▶ Exercise
Retype the listing found below exactly, but leave out each picture.

▶ Dataset extract

-------------------------

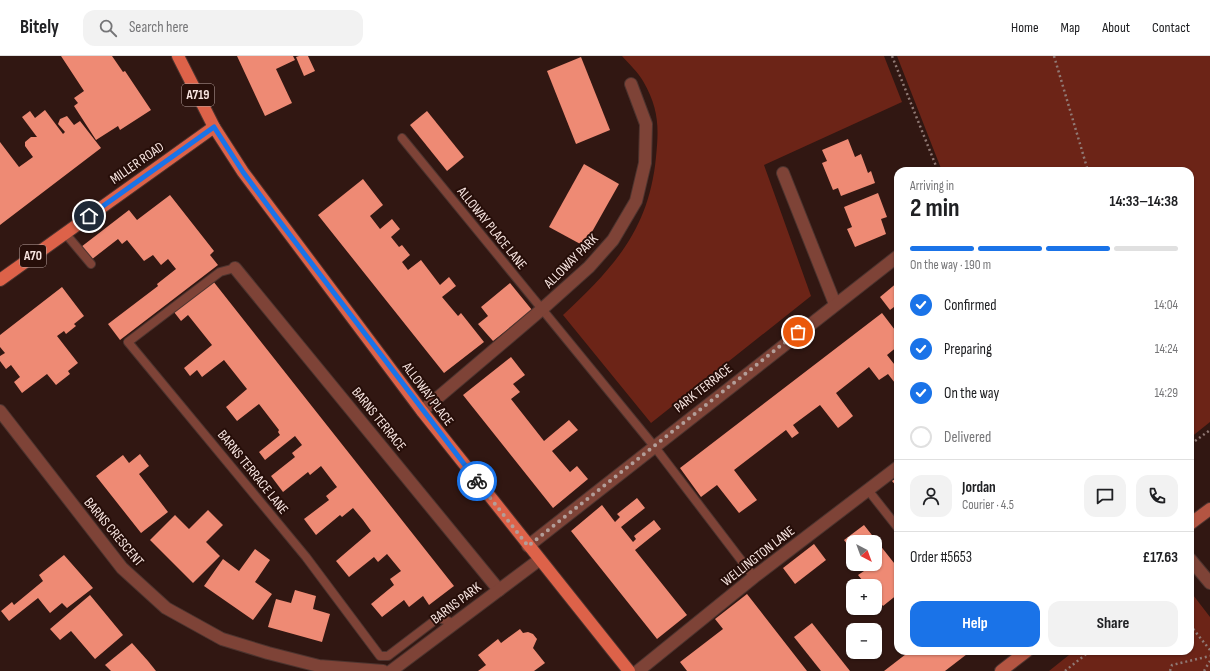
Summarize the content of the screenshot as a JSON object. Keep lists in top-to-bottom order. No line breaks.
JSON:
{"streets":{"main road":["A719","MILLER ROAD","A70","ALLOWAY PLACE"],"street":["ALLOWAY PARK","PARK TERRACE","BARNS TERRACE","BARNS CRESCENT","WELLINGTON LANE","BARNS PARK"],"lane":["ALLOWAY PLACE LANE","BARNS TERRACE LANE"]},"crossings":[["A719","MILLER ROAD"],["A719","ALLOWAY PLACE"],["MILLER ROAD","ALLOWAY PLACE"],["ALLOWAY PLACE LANE","ALLOWAY PARK"],["ALLOWAY PLACE LANE","PARK TERRACE"],["ALLOWAY PLACE LANE","WELLINGTON LANE"],["ALLOWAY PARK","ALLOWAY PLACE"],["PARK TERRACE","ALLOWAY PLACE"],["ALLOWAY PLACE","BARNS PARK"],["BARNS TERRACE","BARNS TERRACE LANE"],["BARNS TERRACE","BARNS PARK"],["BARNS TERRACE LANE","BARNS PARK"]],"north":"bottom right","page":{"header":"Bitely","search":"Search here","nav":["Home","Map","About","Contact"],"heading":["2 min","Arriving in","14:33–14:38"],"panel":["Jordan","Courier · 4.5","Order #5653","£17.63"],"bar":"On the way · 190 m","list":[["Confirmed","14:04"],["Preparing","14:24"],["On the way","14:29"],"Delivered"],"map_buttons":["+","−"],"buttons":["Help","Share"]}}
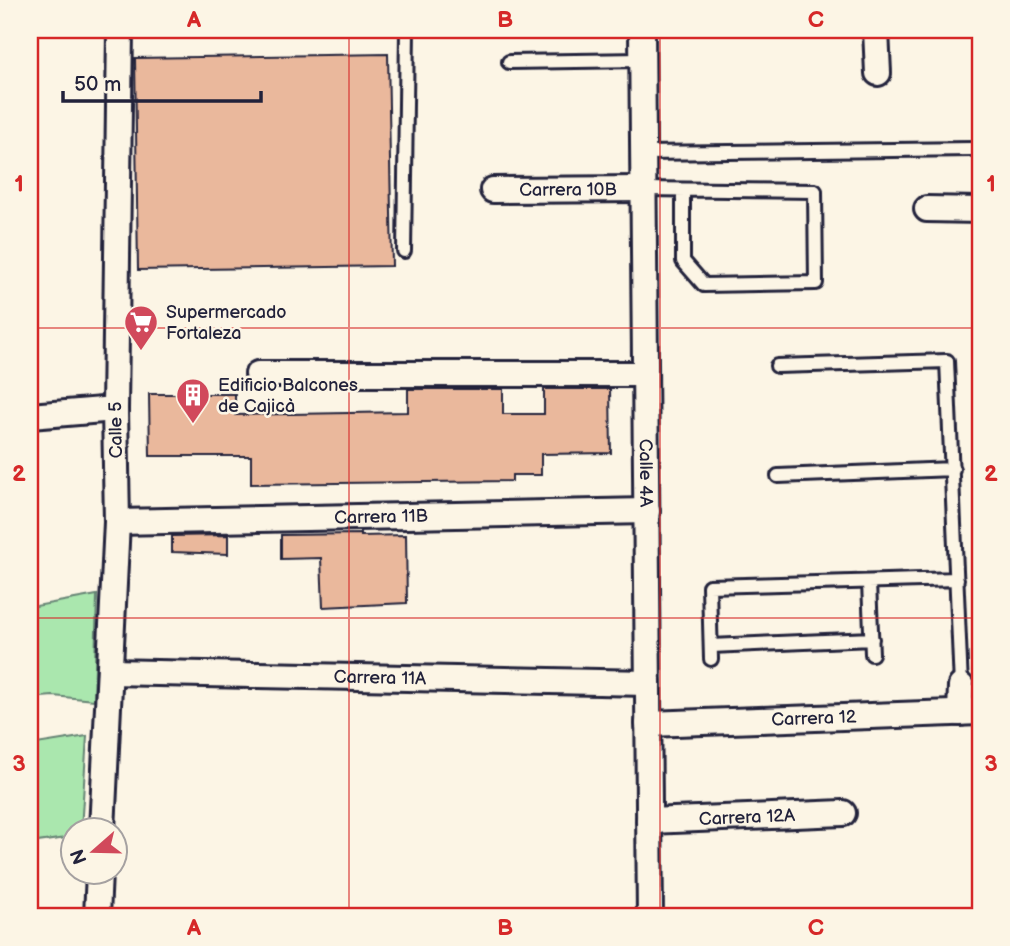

-------------------------

▶ Exercise response
Summarize the content of the screenshot as a JSON object. Keep lists in top-to-bottom order. No line breaks.
JSON:
{"streets":{"main road":["A719","MILLER ROAD","A70","ALLOWAY PLACE"],"street":["ALLOWAY PARK","PARK TERRACE","BARNS TERRACE","BARNS CRESCENT","WELLINGTON LANE","BARNS PARK"],"lane":["ALLOWAY PLACE LANE","BARNS TERRACE LANE"]},"crossings":[["A719","MILLER ROAD"],["A719","ALLOWAY PLACE"],["MILLER ROAD","ALLOWAY PLACE"],["ALLOWAY PLACE LANE","ALLOWAY PARK"],["ALLOWAY PLACE LANE","PARK TERRACE"],["ALLOWAY PLACE LANE","WELLINGTON LANE"],["ALLOWAY PARK","ALLOWAY PLACE"],["PARK TERRACE","ALLOWAY PLACE"],["ALLOWAY PLACE","BARNS PARK"],["BARNS TERRACE","BARNS TERRACE LANE"],["BARNS TERRACE","BARNS PARK"],["BARNS TERRACE LANE","BARNS PARK"]],"north":"bottom right","page":{"header":"Bitely","search":"Search here","nav":["Home","Map","About","Contact"],"heading":["2 min","Arriving in","14:33–14:38"],"panel":["Jordan","Courier · 4.5","Order #5653","£17.63"],"bar":"On the way · 190 m","list":[["Confirmed","14:04"],["Preparing","14:24"],["On the way","14:29"],"Delivered"],"map_buttons":["+","−"],"buttons":["Help","Share"]}}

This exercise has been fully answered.